Instructions for the task
Pull out every line with the word "list" from the entries below.

Record set
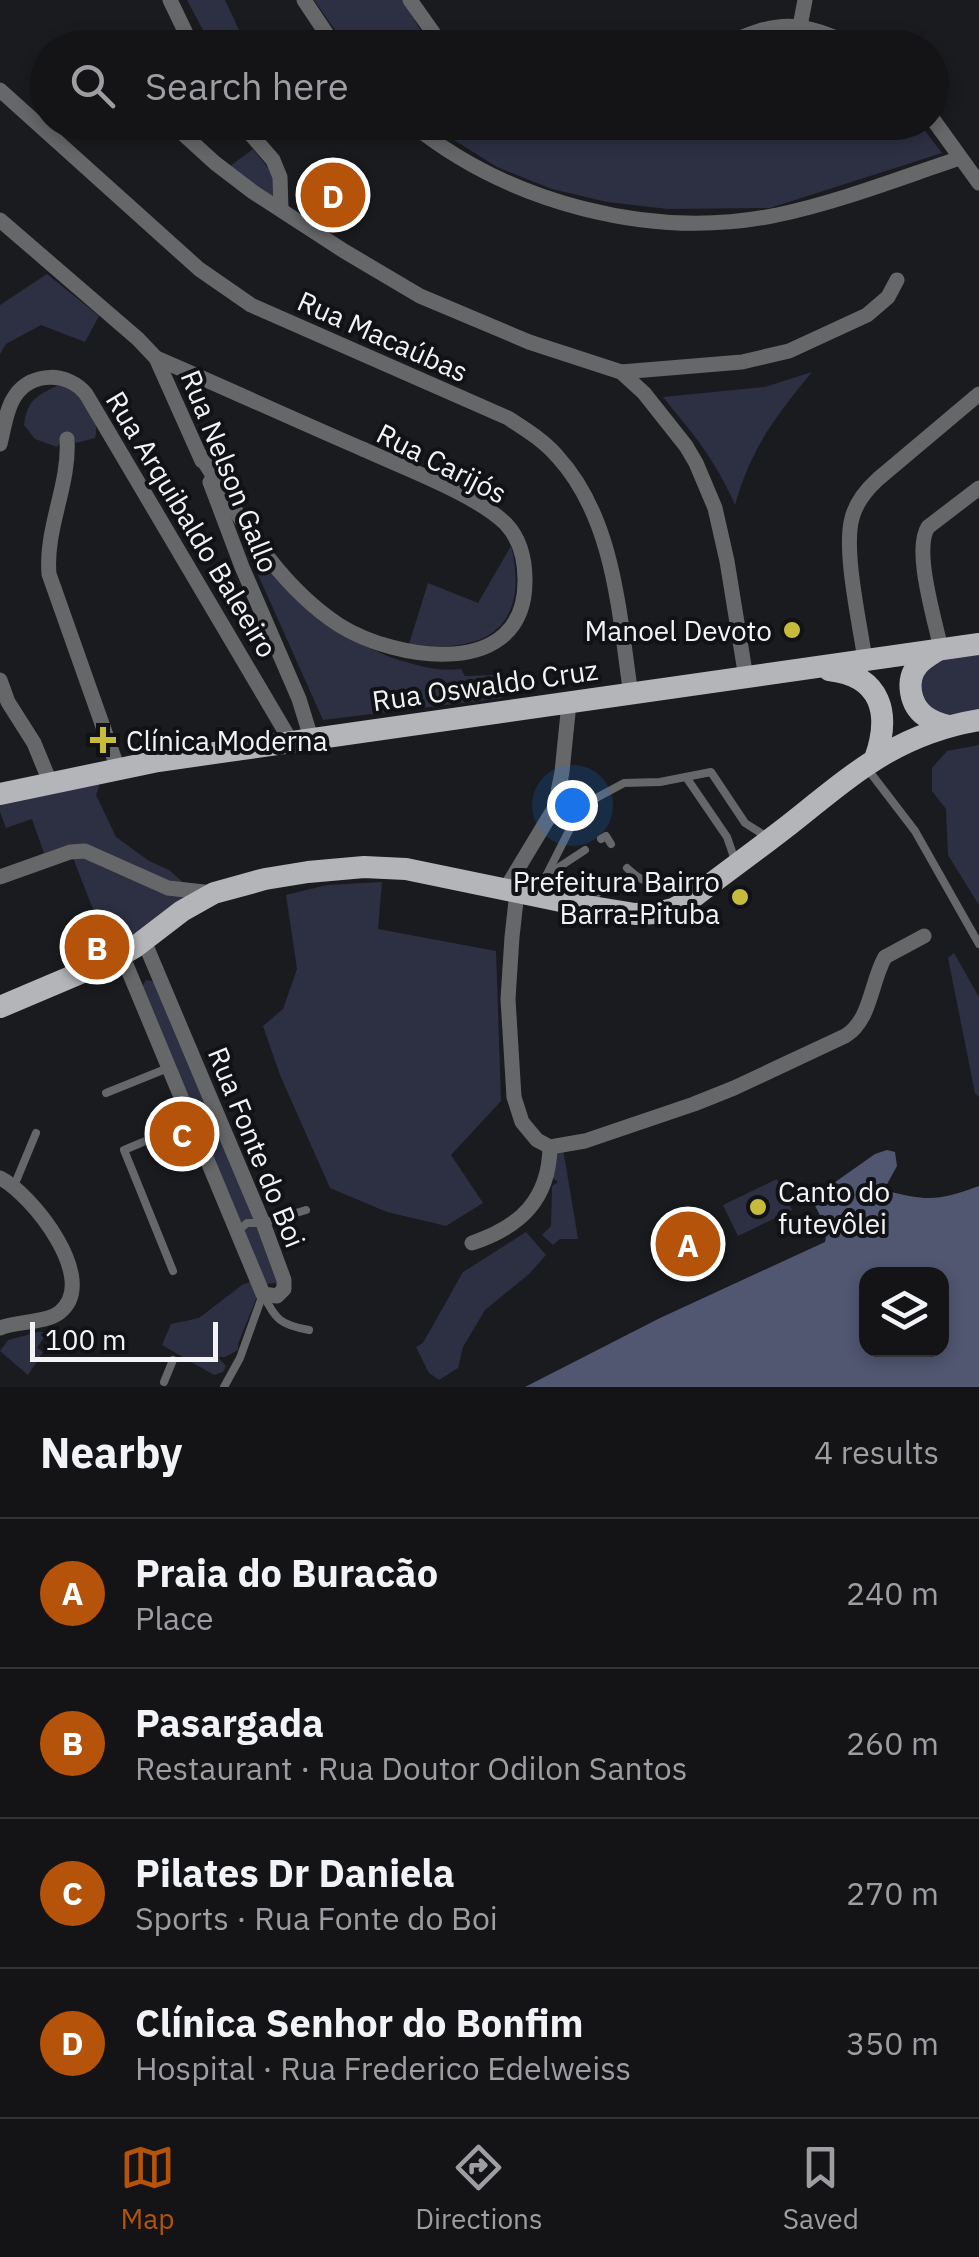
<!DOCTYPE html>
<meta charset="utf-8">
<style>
:root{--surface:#141417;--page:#1d1d20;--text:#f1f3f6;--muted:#9d9ea1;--line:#333336;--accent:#b45309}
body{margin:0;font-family:"IBM Plex Sans",sans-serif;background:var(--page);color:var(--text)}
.controls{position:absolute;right:30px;bottom:30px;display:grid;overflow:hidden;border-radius:20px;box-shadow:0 5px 15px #0003}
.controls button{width:90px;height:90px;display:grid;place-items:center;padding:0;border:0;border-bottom:2px solid var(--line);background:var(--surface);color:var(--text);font:50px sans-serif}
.scale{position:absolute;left:30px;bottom:25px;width:188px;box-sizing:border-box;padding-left:10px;border:5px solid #f3f3f6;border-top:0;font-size:28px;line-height:35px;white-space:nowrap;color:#f3f3f6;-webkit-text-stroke:8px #111215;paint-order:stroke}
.you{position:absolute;left:572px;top:805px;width:35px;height:35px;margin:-25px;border:8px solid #fff;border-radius:50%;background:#1a73e8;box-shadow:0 0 0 15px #1a73e833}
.badge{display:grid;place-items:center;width:65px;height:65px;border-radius:50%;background:var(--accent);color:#fff;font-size:32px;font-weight:700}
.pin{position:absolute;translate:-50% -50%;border:5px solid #fff;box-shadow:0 2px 10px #0006}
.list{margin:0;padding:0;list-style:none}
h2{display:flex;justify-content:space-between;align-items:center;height:130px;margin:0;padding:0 40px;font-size:42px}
h2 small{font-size:32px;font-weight:400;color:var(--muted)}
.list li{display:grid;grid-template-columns:65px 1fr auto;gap:30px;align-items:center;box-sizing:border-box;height:150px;padding:0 40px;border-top:2px solid var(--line)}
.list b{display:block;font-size:38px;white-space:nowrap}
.list p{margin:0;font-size:32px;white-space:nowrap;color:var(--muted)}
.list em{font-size:32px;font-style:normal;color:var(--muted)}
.icon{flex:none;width:55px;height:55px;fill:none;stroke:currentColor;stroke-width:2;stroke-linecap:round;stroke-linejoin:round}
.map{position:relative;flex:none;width:979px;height:1387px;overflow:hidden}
.search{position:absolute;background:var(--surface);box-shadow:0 5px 15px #0003;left:30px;right:30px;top:30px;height:110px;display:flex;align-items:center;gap:25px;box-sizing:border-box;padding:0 35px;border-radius:55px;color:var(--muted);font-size:38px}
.sheet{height:730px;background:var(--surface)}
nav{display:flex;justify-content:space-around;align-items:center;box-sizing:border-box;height:140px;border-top:2px solid var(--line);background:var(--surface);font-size:28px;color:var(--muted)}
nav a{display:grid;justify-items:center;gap:5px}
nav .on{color:var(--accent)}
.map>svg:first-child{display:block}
.green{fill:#2c3042}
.water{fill:#515771;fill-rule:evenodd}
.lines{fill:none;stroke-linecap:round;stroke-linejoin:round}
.service{stroke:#666769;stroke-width:8}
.minor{stroke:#666769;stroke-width:15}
.primary{stroke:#b4b5b9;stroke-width:22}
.poi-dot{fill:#c7bb3c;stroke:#111215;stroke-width:4}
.labels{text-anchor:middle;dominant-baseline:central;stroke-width:8;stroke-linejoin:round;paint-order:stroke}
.street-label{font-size:28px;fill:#f3f3f6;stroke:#111215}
.poi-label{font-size:28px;fill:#f3f3f6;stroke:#111215;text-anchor:end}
</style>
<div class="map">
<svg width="979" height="1387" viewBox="0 0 979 1387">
<rect width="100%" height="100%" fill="#1a1b1f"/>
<!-- green -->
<g class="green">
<path d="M187,0H225L247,47H212Z"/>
<path d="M314,0H403L430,47H347Z"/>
<path d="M427,123H919L942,153L770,208L668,209L607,202L552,189L497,167Z"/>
<path d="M253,149L276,178V199L229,167Z"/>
<path d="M47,274L99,316L85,342L41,325L6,344L0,354V305Z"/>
<path d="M812,372C775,417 751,448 735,505C715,459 694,435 663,397L765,387Z"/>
<path d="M60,384L75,389C85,404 101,420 95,438L76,443L69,433L57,447L35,439L24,425C28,398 37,396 60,384Z"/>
<path d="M511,546C522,589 516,635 464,644C446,648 428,646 409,644L428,583L478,603Z"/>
<path d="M247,550C296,595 334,638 399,660C419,666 439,672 461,669L465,676L494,675L502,698L323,720Z"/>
<path d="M979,655V711L950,716L935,714L919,695L921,674L941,659Z"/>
<path d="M979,745V905L948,855L946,809L932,791V768L947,751Z"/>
<path d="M100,783L96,795L116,837L149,861L169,870L195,893L135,935L109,950L68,845L44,853L32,819L6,828L0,812V804Z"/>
<path d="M382,882L378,929L496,951L501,1101L451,1155L483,1203L446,1226L387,1212L330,1188L280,1075L263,1026L283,1009L297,969L286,895L327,885Z"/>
<path d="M954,953L979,997V1097L975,1093L948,958Z"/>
<path d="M146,980L155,982L278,1279L276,1283L266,1284L142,987Z"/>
<path d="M563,1149L578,1239H560L553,1245L542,1235L551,1226L552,1186L558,1182L551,1177L553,1150Z"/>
<path d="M777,1179L792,1210L738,1236L723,1205Z"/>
<path d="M526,1232L546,1255L529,1274L485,1310L463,1347L458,1368L439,1380L429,1373L416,1347L423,1343L463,1272Z"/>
<path d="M253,1281L258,1294L238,1344V1350L225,1357H218L226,1366L223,1372L214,1375L162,1345L171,1324L199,1318L242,1285Z"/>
<path d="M38,1332H56L52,1340L44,1337L37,1348L43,1352L28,1375L0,1351L8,1340Z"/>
</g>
<!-- water -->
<path class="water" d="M887,1150L895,1152L897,1166L886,1186L888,1191C928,1202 941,1200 979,1186V1387H525L660,1318L825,1242L827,1229L808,1192L812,1186L831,1185L875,1154ZM866,1274H942V1350H866Z"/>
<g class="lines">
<!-- service -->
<g class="service">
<path d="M866,767L915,831L979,944"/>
<path d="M686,777L727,837L736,863"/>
<path d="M601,839L606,836L611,844"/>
<path d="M627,868C650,891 672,887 702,882"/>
<path d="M547,875L585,850"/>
<path d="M535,891L546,876L578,813L585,804L624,783L660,782L711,772L745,823L767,837"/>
<path d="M588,900L609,885"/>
<path d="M106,1093L168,1068"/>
<path d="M14,1186L36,1133"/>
<path d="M239,1234L240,1229L247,1223H263L306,1210"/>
<path d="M173,1271L124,1150L191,1122"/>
<path d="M263,1294C275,1319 280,1325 309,1330"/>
<path d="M164,1382L173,1360"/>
<path d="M224,1387L240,1358L263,1294"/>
</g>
<!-- minor -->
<g class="minor">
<path d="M170,0L193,48"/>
<path d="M304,0L336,48"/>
<path d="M410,0L444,48"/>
<path d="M800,26L805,0"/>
<path d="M93,38L100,48"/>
<path d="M717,48C782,18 796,20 860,48"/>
<path d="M0,90L199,269L251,305L508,418C525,429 543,440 557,456C615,519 619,615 631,695"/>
<path d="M932,118L979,183"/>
<path d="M170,122L215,163L253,192L344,251L420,296L529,342L621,372L644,393L686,446L696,463L715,508L727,561L746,678"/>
<path d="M240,122L273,160L280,177L281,209"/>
<path d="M409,122C508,203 652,241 777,215C839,202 900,178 960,158"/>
<path d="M0,220L138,339L156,358L202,461"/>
<path d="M156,358C226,388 295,420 365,450C404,468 477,495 506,524C521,540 525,559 525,580C526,681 396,661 339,625C276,584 239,516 200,455"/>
<path d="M621,372L742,362L789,351L867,315L888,297L897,280"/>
<path d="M67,439C70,485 45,528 49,574L118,769"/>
<path d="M0,444C4,429 6,409 15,396C32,371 68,372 86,394L292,743"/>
<path d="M210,482L242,567L299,699L312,741"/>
<path d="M941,649C935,620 913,550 928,527L979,488"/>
<path d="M865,660C860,624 843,551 852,518C856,502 866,490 878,479L979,394"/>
<path d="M0,680L8,702L34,743L50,782"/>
<path d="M0,877L70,852L85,851L168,888L213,893"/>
<path d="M505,890L555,807L562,772L569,703"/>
<path d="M517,892L512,937L508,999L514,1097L522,1122L537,1140L550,1147L585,1141L694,1104L734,1088L845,1036C871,1021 871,981 885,957L924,936"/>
<path d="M122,955L263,1294L277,1296L284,1289V1280L263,1223L144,941"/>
<path d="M0,1178C32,1194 100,1280 60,1312C47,1323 17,1321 0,1328"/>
<path d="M472,1243C520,1227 549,1200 550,1147"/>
</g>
<!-- primary -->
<g class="primary">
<path d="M938,650C932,654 923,659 918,665C905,680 910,705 925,716C932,721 940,724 948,726"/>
<path d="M829,670C882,676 891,714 875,759"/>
<path d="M0,794L158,761L979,644"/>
<path d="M0,1007L118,957L135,947L182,911L214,893L265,879L308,872L364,867L406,869L580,905L635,914L656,913L673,909L691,899C722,875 754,852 785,828C850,777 894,734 979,720"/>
</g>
</g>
<!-- markers -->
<g class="poi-dot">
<circle cx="792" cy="630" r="10"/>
<path d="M98 725h10v10h10v10h-10v10h-10v-10h-10v-10h10z"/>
<circle cx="740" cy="897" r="10"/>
<circle cx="758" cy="1207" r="10"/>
</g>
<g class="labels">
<!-- street labels -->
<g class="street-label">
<text transform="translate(383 336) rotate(24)">Rua Macaúbas</text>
<text transform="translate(442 463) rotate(27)">Rua Carijós</text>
<text transform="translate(230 471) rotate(68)">Rua Nelson Gallo</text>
<text transform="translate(192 524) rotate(59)">Rua Arquibaldo Baleeiro</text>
<text transform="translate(485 685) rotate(-8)">Rua Oswaldo Cruz</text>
<text transform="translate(257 1147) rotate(68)">Rua Fonte do Boi</text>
</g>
<!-- poi labels -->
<g class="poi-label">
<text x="772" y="630">Manoel Devoto</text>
<text x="126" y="740" text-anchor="start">Clínica Moderna</text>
<text x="720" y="881">Prefeitura Bairro<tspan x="720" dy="32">Barra-Pituba</tspan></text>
<text x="778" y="1191" text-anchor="start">Canto do<tspan x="778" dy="32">futevôlei</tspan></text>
</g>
</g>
</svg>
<div class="controls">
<button><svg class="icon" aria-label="layers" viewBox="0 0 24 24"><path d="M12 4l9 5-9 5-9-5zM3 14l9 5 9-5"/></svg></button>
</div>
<div class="scale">100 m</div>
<div class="you"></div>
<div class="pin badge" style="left:688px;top:1244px">A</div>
<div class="pin badge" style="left:97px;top:947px">B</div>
<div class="pin badge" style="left:182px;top:1134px">C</div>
<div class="pin badge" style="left:333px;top:195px">D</div>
<div class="search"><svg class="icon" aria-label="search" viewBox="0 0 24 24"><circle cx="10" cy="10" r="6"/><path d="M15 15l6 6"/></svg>Search here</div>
</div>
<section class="sheet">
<h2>Nearby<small>4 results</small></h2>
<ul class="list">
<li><span class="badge">A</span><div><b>Praia do Buracão</b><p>Place</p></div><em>240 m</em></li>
<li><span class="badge">B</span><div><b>Pasargada</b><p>Restaurant · Rua Doutor Odilon Santos</p></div><em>260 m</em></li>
<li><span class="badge">C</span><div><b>Pilates Dr Daniela</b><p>Sports · Rua Fonte do Boi</p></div><em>270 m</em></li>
<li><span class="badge">D</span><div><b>Clínica Senhor do Bonfim</b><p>Hospital · Rua Frederico Edelweiss</p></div><em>350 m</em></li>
</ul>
</section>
<nav>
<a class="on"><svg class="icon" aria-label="map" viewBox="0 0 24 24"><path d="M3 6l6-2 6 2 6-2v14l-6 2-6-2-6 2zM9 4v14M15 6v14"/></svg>Map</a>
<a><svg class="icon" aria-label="directions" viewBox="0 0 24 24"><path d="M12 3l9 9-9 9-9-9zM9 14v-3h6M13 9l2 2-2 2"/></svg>Directions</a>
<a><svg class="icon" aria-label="saved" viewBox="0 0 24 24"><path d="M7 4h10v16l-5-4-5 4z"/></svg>Saved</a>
</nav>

Answer for the task
.list{margin:0;padding:0;list-style:none}
.list li{display:grid;grid-template-columns:65px 1fr auto;gap:30px;align-items:center;box-sizing:border-box;height:150px;padding:0 40px;border-top:2px solid var(--line)}
.list b{display:block;font-size:38px;white-space:nowrap}
.list p{margin:0;font-size:32px;white-space:nowrap;color:var(--muted)}
.list em{font-size:32px;font-style:normal;color:var(--muted)}
<ul class="list">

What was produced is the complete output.